● ABOUT THIS EXERCISE:
For the entries presented below, indicate the number of lines that include the word "linejoin", adding nothing else.

>>>>

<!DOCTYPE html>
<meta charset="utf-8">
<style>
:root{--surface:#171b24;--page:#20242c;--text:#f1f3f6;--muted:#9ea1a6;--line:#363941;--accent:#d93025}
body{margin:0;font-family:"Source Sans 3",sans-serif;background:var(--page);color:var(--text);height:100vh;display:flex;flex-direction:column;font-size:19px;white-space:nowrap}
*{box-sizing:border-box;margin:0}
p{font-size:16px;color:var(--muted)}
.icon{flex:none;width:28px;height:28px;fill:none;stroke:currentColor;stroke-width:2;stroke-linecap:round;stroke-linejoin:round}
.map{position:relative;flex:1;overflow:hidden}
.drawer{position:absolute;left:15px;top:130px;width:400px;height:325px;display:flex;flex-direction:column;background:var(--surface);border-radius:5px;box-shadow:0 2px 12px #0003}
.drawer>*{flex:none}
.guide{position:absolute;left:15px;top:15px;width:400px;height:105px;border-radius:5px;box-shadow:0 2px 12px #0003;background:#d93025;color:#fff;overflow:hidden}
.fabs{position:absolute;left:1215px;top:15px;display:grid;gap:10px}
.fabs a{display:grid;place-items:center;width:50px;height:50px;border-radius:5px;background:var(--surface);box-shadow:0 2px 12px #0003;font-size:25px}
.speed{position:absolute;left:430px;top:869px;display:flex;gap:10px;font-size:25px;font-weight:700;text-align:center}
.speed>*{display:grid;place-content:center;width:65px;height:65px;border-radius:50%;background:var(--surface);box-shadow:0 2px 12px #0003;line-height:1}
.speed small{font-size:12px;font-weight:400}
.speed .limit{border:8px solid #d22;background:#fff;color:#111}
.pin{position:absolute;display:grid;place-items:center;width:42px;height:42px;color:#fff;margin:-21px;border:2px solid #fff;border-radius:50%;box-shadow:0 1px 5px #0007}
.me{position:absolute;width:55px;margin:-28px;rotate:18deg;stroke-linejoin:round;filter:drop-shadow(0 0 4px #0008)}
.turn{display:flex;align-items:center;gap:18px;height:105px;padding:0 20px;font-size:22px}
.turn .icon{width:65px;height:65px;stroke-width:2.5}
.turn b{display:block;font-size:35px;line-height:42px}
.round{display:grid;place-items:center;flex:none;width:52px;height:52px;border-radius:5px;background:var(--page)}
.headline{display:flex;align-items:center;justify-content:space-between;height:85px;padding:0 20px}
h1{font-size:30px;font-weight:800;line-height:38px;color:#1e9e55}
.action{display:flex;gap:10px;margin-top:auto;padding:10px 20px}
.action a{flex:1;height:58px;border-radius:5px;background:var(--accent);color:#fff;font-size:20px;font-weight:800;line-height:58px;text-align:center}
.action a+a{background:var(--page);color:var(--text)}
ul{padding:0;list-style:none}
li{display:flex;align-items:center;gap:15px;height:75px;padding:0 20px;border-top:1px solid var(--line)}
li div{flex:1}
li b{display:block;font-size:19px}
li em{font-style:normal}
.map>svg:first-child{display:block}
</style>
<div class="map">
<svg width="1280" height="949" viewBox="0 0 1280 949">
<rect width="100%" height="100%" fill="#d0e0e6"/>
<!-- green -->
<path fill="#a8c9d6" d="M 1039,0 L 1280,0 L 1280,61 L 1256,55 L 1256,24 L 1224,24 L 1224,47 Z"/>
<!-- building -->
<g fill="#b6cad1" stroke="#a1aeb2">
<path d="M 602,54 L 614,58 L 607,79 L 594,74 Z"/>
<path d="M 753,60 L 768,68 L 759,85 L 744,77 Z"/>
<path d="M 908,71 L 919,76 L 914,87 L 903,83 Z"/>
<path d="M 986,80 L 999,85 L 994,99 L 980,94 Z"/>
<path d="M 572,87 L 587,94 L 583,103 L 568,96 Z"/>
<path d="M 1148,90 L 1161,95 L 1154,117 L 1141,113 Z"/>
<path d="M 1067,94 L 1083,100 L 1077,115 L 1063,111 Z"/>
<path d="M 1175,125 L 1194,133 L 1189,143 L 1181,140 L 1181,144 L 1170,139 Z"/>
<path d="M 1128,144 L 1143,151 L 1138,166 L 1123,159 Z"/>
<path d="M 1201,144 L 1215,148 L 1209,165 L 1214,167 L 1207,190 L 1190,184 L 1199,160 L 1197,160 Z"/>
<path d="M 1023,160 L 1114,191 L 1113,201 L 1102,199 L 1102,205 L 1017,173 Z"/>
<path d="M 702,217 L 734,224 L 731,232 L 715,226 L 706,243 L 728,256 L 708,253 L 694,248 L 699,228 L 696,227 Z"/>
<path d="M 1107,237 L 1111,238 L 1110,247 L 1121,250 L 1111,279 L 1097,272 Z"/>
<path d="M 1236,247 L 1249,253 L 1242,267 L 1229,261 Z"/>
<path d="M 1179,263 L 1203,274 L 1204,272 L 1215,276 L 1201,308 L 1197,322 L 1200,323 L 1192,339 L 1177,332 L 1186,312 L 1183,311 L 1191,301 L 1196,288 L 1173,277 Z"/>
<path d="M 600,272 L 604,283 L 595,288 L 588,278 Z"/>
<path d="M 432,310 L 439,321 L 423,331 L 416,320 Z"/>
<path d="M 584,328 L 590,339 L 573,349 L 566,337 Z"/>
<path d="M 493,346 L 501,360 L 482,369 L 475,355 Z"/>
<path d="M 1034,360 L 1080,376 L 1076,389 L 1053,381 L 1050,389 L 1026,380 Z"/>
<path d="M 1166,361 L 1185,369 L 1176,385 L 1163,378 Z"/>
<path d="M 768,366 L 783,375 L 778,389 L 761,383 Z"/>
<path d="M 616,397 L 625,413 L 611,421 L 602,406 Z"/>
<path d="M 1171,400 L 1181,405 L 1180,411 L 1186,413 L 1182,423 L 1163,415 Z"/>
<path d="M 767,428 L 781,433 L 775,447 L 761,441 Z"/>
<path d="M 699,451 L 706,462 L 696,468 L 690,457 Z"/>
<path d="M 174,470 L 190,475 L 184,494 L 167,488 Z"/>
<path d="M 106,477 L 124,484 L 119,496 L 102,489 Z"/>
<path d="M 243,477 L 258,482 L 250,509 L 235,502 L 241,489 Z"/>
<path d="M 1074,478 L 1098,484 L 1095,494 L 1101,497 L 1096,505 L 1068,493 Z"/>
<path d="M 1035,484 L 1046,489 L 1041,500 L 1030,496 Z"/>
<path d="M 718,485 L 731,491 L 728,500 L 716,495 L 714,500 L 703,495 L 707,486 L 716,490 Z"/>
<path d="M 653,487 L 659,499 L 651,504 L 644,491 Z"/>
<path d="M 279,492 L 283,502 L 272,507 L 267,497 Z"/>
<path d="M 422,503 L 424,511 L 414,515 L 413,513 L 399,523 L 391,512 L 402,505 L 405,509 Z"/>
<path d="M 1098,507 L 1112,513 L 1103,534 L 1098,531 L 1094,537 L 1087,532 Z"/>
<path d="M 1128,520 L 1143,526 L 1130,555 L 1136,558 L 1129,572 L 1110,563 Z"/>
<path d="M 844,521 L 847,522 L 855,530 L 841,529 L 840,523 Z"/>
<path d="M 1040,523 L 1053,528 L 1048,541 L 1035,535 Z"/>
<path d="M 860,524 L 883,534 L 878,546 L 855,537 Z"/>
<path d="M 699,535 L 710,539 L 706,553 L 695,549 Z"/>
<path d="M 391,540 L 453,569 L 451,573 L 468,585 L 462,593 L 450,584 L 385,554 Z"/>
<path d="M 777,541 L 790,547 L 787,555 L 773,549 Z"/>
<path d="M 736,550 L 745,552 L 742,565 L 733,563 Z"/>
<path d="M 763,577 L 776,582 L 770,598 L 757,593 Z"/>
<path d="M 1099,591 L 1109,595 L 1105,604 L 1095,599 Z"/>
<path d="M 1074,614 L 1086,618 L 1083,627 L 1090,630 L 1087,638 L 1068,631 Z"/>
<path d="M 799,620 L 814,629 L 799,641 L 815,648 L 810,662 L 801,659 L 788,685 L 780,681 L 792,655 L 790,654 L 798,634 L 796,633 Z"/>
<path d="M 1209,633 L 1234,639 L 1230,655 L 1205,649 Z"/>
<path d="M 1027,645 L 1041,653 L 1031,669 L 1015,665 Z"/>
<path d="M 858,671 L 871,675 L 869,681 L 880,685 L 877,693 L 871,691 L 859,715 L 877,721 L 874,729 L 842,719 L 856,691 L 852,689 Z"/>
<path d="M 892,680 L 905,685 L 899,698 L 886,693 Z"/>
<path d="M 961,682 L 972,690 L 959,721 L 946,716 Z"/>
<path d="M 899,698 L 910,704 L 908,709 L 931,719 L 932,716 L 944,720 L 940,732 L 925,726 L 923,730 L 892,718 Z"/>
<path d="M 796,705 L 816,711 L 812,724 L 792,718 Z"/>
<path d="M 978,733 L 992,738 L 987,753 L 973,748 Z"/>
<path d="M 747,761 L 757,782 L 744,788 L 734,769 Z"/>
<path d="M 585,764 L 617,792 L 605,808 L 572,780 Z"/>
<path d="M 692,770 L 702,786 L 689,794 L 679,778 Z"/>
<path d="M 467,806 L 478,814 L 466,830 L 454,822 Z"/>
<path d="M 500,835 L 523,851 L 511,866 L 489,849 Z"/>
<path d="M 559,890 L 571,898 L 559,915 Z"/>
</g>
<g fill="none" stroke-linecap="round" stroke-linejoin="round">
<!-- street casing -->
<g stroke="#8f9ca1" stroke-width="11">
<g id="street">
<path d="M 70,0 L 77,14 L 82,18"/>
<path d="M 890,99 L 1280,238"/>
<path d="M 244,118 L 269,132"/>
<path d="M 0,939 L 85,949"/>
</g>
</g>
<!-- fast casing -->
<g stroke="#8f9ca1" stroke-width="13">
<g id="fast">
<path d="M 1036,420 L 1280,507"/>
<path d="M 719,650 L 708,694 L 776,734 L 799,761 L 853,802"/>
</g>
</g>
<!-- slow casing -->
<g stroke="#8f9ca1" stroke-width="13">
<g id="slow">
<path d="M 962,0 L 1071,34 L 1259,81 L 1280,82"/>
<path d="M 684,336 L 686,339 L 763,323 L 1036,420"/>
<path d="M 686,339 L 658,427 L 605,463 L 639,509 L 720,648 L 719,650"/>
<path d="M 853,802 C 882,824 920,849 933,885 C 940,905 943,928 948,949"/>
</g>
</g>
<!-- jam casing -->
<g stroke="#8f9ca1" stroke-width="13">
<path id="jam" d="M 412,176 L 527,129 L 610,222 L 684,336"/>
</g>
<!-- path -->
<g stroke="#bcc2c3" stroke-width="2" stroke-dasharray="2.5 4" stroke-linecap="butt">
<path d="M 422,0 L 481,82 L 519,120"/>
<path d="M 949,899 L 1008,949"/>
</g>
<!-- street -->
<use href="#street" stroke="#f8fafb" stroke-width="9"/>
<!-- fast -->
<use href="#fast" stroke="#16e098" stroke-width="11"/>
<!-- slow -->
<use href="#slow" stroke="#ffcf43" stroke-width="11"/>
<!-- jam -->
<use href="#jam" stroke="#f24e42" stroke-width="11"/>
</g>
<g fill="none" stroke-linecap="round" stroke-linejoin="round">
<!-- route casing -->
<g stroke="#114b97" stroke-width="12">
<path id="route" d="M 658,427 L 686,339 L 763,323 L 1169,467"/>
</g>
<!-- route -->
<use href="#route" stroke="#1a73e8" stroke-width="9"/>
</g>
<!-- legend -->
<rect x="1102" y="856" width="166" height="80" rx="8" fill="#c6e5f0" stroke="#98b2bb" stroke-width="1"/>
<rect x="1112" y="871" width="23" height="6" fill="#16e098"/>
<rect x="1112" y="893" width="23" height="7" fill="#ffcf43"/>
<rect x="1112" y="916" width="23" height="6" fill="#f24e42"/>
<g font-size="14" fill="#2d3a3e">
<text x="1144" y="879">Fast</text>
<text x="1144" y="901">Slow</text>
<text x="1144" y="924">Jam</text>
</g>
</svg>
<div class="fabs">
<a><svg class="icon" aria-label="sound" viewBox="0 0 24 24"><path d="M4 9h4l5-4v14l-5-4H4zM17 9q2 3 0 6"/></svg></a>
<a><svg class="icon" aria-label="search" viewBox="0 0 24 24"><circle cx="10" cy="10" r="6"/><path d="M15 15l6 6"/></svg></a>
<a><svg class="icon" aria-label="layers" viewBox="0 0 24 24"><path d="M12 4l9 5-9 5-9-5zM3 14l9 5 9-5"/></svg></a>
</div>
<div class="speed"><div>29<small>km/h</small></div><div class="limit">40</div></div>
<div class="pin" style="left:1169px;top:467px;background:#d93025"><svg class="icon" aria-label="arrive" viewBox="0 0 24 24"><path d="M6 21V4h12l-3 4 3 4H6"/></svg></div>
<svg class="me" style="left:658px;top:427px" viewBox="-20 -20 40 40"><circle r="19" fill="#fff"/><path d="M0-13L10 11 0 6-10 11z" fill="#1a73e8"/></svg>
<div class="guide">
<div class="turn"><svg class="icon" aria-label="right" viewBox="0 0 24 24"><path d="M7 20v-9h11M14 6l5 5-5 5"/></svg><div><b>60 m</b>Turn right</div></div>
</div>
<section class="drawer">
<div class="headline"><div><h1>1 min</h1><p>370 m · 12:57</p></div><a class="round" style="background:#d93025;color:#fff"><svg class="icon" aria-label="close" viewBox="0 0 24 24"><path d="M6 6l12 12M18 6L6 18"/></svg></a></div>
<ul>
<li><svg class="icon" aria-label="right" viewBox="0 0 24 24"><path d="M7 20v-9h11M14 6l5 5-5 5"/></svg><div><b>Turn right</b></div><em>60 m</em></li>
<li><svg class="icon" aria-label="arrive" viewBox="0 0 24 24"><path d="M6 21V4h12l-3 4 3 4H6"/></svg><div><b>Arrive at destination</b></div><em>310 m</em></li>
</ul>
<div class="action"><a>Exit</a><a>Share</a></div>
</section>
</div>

<<<<

● WRITTEN ANSWER:
4